One such tote bag caught my eye recently, and I wrote down the quote and propped it by the phone on my desk. It claims a place of such prominence not because it trumps all other wisdom, but because I thought I would do something with it soon. Like put it on a greeting card!

I have been engaging in a pretty thorough course of self-examination over the last several days, and this morning one of the lines of this “nugget” stood out: “Choose with no regret,” it reads, followed by “Continue to learn.”

That first one gave me lots to think about. In the world of drama we are often shown a character looking at his or her life and coming to terms with its potential end right around the corner. The phrase “I have no regrets,” is uttered, the implication being that coming to the end of one’s life without regrets is a kind of finish line to cross. Perhaps it is. Maybe the substance of regret is the grist we are given for the mill of our being, to grind through and come to terms with the consequences of our choices, accept them and let them go. I can buy into that. But I also know that some unfortunate consequences have a long life span, and their impact on our lives can reverberate a very long time.
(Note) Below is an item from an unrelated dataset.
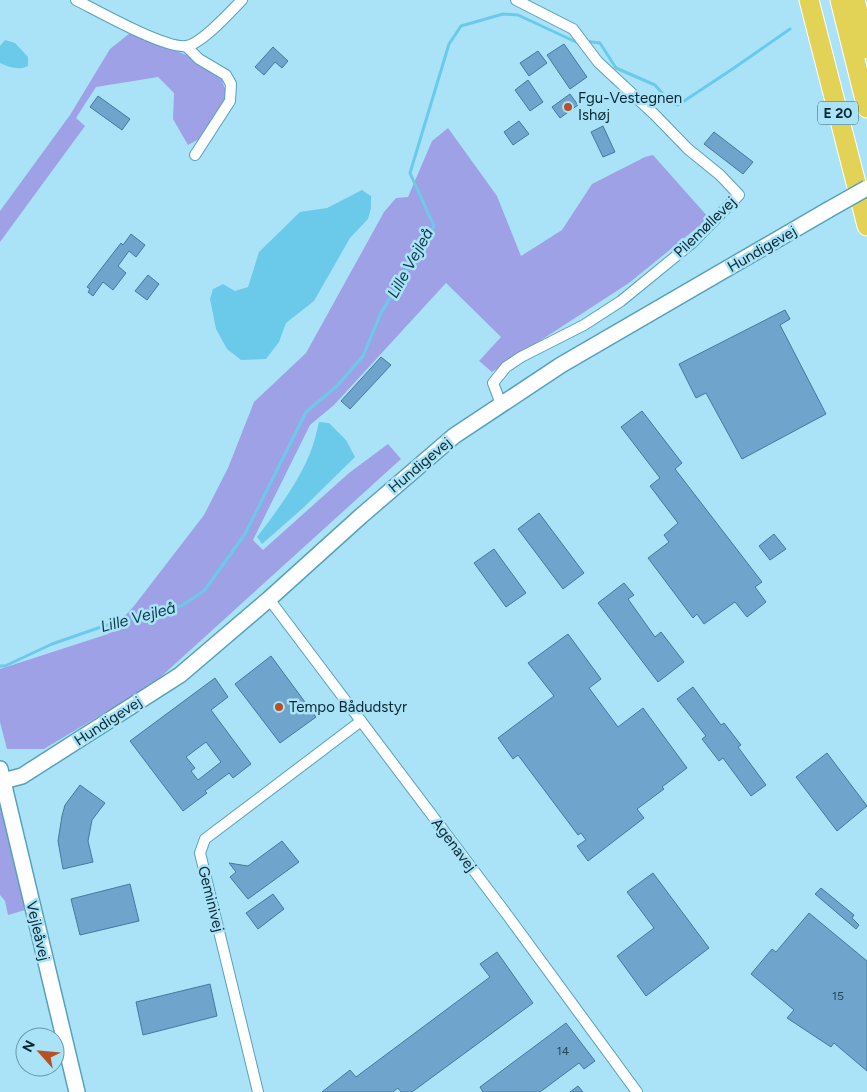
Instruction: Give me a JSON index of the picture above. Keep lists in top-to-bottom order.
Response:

I have plenty of regrets about choices I have made. To the best of my ability I strive to make good choices with the information I have at the time. I think that is a fair standard for any of us when it comes to making choices. Held up to the light of scrutiny when all the information is gathered and evaluated is when we are able to recognize the flaws in what we chose. “If I’d known then what I know now…” But we don’t know. If we’re lucky, and perhaps intentional, we’ll learn from the experience when our choices head down the path to regret (see teabag wisdom about experience, above).

What I think “Choose with no regret” is really getting at, however, is the freedom to choose without second-guessing ourselves. It might be something as mundane as picking a color from one of L.L. Bean’s plethora of options when purchasing a turtleneck (or a t-shirt for my friends in the tropics). When a high school senior chooses a college, a more critical choice, the wisdom must hold, as well.

I think choosing without regret means not uttering the phrase that begins with “I wish I had (or hadn’t)…” The reality at such times is that we didn’t do, say, or act as we had the opportunity to do. Regretting our choices at such a time does help us learn to pay attention to the things we have before us to consider at any point in time. I have learned, for instance, not to buy an article of clothing that I absolutely love when no viable opportunity to wear it is likely (or when it is just snug enough that I think that I really will lose the weight to be able to wear it!). But more importantly I am learning that the regret of not doing weighs more heavily on me than regretting doing something. I am working on understanding what part of my being interferes with action, and trying to determine how I can rehabilitate the character flaw that keeps me from getting to my feet, putting pen to paper, or getting out the mixing bowls.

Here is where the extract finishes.